* _REQUIREMENT_
Your response should consist solely of the lines from the one containing "<!-- lane casing -->" through the end of the data, copied exactly.
======== GIVEN DATA ========
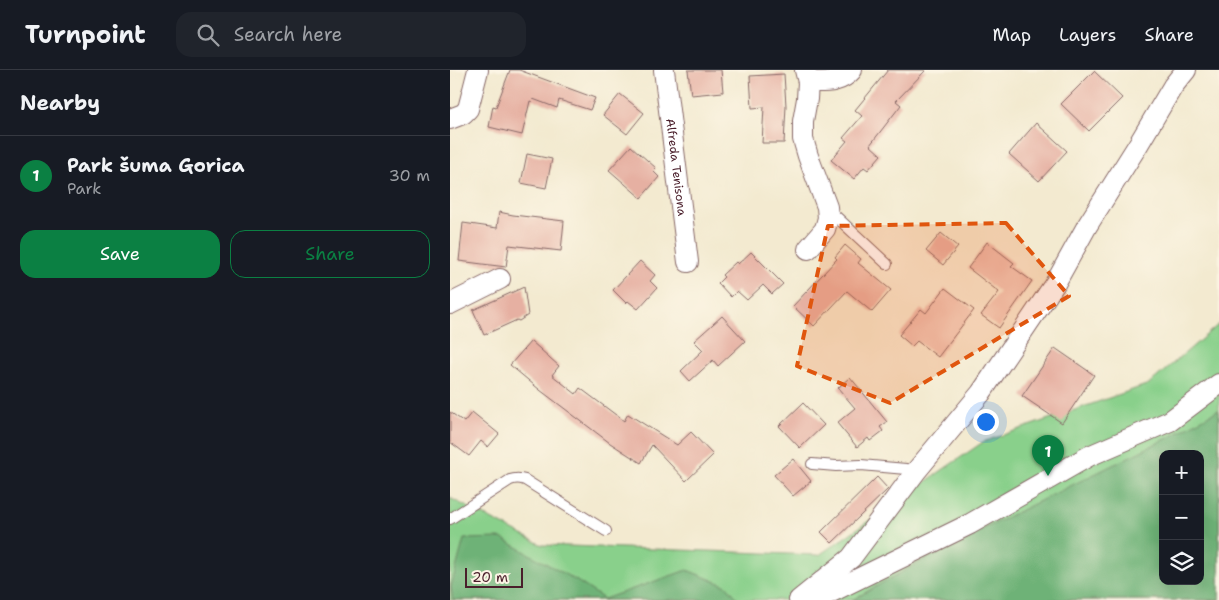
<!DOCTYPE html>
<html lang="en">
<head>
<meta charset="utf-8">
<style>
  :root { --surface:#171b24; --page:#20242c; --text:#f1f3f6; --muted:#9ea1a6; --line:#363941; --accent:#0b8043 }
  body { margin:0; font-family:"Shantell Sans",sans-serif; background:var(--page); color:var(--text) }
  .controls { position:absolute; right:15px; bottom:15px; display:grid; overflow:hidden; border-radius:10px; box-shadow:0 5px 20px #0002 }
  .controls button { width:45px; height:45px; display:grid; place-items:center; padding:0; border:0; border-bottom:1px solid var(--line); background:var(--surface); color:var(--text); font:25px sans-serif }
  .scale { position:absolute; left:15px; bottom:12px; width:58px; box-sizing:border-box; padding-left:5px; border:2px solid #4a1f2b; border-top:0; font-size:14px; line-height:18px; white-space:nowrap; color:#4a1f2b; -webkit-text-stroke:4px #fcf5e5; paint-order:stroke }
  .you { position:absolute; left:535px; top:351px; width:18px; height:18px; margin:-12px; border:4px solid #fff; border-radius:50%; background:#1a73e8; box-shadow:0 0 0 8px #1a73e833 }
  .badge { display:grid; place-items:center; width:32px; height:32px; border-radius:50%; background:var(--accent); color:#fff; font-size:16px; font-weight:700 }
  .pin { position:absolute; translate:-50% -41px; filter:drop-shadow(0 1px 2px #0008) }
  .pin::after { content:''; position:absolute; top:26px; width:18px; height:15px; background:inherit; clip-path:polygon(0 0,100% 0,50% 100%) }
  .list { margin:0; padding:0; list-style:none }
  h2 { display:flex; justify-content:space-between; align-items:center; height:65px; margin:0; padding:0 20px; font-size:21px }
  h2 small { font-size:16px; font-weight:400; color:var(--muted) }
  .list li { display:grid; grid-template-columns:32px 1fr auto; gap:15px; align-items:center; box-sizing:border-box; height:80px; padding:0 20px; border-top:1px solid var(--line) }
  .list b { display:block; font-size:19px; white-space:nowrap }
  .list p { margin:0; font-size:16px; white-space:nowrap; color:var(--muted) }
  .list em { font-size:16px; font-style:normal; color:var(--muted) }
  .actions { display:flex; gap:10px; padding:15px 20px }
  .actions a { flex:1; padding:11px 0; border:1px solid var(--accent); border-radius:15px; text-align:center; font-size:18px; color:var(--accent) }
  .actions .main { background:var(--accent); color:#fff }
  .icon { flex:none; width:28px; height:28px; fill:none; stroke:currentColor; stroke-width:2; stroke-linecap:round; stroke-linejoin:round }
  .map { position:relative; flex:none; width:769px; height:530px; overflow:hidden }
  header { display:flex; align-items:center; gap:30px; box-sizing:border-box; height:70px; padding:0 25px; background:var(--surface); border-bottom:1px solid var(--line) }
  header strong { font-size:24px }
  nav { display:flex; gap:28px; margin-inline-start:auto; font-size:18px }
  .search { width:350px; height:45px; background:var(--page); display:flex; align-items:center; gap:12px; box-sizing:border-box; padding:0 18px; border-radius:15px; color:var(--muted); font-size:19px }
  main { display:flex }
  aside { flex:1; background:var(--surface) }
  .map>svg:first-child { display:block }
  .green { fill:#89d08b; stroke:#6a785b; fill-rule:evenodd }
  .forest { fill:#6eb277; stroke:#5c6851; fill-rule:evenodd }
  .building { fill:#e6b0a2 }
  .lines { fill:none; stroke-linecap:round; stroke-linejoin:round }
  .lane-casing { stroke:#856665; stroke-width:12 }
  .street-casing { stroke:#856665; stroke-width:22 }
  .lane { stroke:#fff; stroke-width:10 }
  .street { stroke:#fff; stroke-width:20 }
  .marked { fill:#e0560e; fill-opacity:0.2; stroke:#e0560e; stroke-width:4; stroke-dasharray:10 6; stroke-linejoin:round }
  .labels { text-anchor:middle; stroke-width:4.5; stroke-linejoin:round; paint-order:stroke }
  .street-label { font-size:12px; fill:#4a1f2b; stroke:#fcf5e5 }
</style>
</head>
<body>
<header>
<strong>Turnpoint</strong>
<div class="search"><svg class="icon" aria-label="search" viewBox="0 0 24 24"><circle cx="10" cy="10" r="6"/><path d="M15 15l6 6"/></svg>Search here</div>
<nav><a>Map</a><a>Layers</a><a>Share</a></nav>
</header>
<main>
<aside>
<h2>Nearby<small></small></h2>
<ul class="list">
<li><span class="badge">1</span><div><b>Park šuma Gorica</b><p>Park</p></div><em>30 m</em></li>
</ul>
<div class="actions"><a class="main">Save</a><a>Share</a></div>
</aside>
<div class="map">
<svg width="769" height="530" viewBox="0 0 769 530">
  <rect width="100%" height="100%" fill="#fcf5e5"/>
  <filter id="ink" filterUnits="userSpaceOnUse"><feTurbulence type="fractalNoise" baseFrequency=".02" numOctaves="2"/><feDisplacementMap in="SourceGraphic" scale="10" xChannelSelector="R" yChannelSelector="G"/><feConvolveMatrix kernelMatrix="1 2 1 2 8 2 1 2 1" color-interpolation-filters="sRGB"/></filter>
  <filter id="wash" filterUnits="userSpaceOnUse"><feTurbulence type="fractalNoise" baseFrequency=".0096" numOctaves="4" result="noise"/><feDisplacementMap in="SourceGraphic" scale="20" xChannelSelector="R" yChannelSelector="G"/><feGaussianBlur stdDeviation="1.12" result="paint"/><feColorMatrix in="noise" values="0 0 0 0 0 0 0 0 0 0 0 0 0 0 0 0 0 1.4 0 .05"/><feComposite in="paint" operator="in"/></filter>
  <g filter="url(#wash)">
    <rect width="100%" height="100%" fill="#f3ead0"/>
    <!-- green -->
    <path class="green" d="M 769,254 L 769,530 L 0,530 L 0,428 L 92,475 L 369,485 L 533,372 L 699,314 ZM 713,384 L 750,384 L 750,511 L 713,511 Z"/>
    <!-- forest -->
    <g class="forest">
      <path d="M 768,340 L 769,341 L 769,530 L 402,530 L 493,479 L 699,377 L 720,367 ZM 713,384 L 750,384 L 750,511 L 713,511 Z"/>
      <path d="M 51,468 L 127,511 L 154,529 L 237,500 L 277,516 L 289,530 L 3,530 L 1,517 L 14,469 Z"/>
    </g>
    <g id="blocks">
      <!-- building -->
      <g class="building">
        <path d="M 60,0 L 69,0 L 145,28 L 140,40 L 109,30 L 107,38 L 83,29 L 82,32 L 80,31 L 72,65 L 39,57 L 43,36 L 46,37 Z"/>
        <path d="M 238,0 L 271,0 L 273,22 L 241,25 Z"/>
        <path d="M 438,0 L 476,0 L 446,31 L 451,35 L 420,75 L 431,85 L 418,100 L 414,97 L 404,109 L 381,90 L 397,71 L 393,68 L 412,46 L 405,40 Z"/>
        <path d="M 644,1 L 672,28 L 639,61 L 611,34 Z"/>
        <path d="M 334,4 L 336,36 L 334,73 L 312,73 L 314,37 L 302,38 L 300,6 Z"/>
        <path d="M 170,24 L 194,43 L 177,64 L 153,45 Z"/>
        <path d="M 586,53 L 617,81 L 589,111 L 559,84 Z"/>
        <path d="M 181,76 L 206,98 L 203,101 L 209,107 L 191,128 L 159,100 Z"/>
        <path d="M 77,84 L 102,89 L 96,118 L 71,113 Z"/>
        <path d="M 49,142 L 63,145 L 114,151 L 111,181 L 59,175 L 56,197 L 9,191 L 13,153 L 47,158 Z"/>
        <path d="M 491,163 L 508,177 L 493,195 L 476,181 Z"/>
        <path d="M 537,172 L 564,193 L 561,196 L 582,211 L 549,258 L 531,245 L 549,222 L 518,198 Z"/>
        <path d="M 395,175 L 411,189 L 408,193 L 441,220 L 422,242 L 397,221 L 364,256 L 343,236 L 387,189 L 385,187 Z"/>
        <path d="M 301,182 L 333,214 L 322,224 L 313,215 L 297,230 L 287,221 L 281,227 L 268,213 L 274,207 L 272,205 L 286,192 L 288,194 Z"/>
        <path d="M 190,191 L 205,205 L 200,211 L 207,218 L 188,239 L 178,231 L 176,233 L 163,220 Z"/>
        <path d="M 74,217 L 78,245 L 69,251 L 67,250 L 34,265 L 23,240 Z"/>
        <path d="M 495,218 L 524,240 L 488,287 L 467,271 L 462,276 L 449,265 L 471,239 L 476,243 Z"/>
        <path d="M 272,246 L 295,271 L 268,296 L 263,290 L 240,311 L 231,301 L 253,280 L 244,271 Z"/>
        <path d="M 81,271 L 109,296 L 102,305 L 126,324 L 130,318 L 174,351 L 178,344 L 227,375 L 241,362 L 263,385 L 236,411 L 202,375 L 191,393 L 160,373 L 90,320 L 60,295 Z"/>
        <path d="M 605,278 L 644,305 L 612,353 L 572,326 Z"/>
        <path d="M 400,307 L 437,352 L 430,357 L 433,361 L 420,371 L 418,368 L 407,377 L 387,353 L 405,338 L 388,318 Z"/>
        <path d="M 353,333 L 374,355 L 350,378 L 329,356 Z"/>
        <path d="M 0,342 L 14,352 L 22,342 L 49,364 L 38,377 L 31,371 L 19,386 L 0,372 Z"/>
        <path d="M 343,389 L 361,411 L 343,426 L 324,405 Z"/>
        <path d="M 427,407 L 438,419 L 382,473 L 371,462 Z"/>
      </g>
    </g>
  </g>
  <g filter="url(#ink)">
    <use href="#blocks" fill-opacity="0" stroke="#856665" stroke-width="1"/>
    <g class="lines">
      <defs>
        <g id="lane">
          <path d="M 379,140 L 437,194"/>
          <path d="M 362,394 L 386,396 L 411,395 L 467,400"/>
          <path d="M 0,449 L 60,410 C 66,408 69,408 75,410 L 156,461"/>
        </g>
        <g id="street">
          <path id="s1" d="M 214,0 L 238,192"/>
          <path d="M 355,0 L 358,12 L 357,29 L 353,51 L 353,69 L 358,86 L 377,137 L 378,148 L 375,159 L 358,179"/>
          <path d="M 358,12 C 375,12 390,14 402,0"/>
          <path d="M 0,49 L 13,44 L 18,39 L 28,0"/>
          <path d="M 0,234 L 50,209"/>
          <path d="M 349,530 L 401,488 L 467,400 L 531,323 L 606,212 L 637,156 L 688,75 L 723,16 L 736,0"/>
          <path d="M 365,530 L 520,454 L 639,386 L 720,351 L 769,314"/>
        </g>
      </defs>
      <!-- lane casing -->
      <use href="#lane" class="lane-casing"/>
      <!-- street casing -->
      <use href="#street" class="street-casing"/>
      <!-- lane -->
      <use href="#lane" class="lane"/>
      <!-- street -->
      <use href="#street" class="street"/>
    </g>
  </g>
  <!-- marked area -->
  <path class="marked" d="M 556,153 L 619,226 L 440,333 L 347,296 L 378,156 Z"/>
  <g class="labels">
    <!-- street labels -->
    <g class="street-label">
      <text dy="4" stroke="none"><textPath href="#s1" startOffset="98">Alfreda Tenisona</textPath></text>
    </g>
  </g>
</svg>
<div class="controls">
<button>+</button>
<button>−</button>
<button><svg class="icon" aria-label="layers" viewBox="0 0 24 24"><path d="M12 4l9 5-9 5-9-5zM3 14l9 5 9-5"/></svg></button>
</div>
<div class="scale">20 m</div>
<div class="you"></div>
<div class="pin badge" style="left:598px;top:406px">1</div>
</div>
</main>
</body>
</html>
========
* _ANSWER SECTION_
      <!-- lane casing -->
      <use href="#lane" class="lane-casing"/>
      <!-- street casing -->
      <use href="#street" class="street-casing"/>
      <!-- lane -->
      <use href="#lane" class="lane"/>
      <!-- street -->
      <use href="#street" class="street"/>
    </g>
  </g>
  <!-- marked area -->
  <path class="marked" d="M 556,153 L 619,226 L 440,333 L 347,296 L 378,156 Z"/>
  <g class="labels">
    <!-- street labels -->
    <g class="street-label">
      <text dy="4" stroke="none"><textPath href="#s1" startOffset="98">Alfreda Tenisona</textPath></text>
    </g>
  </g>
</svg>
<div class="controls">
<button>+</button>
<button>−</button>
<button><svg class="icon" aria-label="layers" viewBox="0 0 24 24"><path d="M12 4l9 5-9 5-9-5zM3 14l9 5 9-5"/></svg></button>
</div>
<div class="scale">20 m</div>
<div class="you"></div>
<div class="pin badge" style="left:598px;top:406px">1</div>
</div>
</main>
</body>
</html>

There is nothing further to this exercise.